▶ **DIRECTIONS**: When you copy the material, keep each line exactly as it appears.

▶ **SUPPLIED DATA**:
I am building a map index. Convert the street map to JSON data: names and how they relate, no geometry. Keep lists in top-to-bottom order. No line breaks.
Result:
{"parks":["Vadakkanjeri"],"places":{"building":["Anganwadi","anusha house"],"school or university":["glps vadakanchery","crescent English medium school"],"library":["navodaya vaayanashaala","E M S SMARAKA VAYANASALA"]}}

▶ **THE ANSWER**:
I am building a map index. Convert the street map to JSON data: names and how they relate, no geometry. Keep lists in top-to-bottom order. No line breaks.
Result:
{"parks":["Vadakkanjeri"],"places":{"building":["Anganwadi","anusha house"],"school or university":["glps vadakanchery","crescent English medium school"],"library":["navodaya vaayanashaala","E M S SMARAKA VAYANASALA"]}}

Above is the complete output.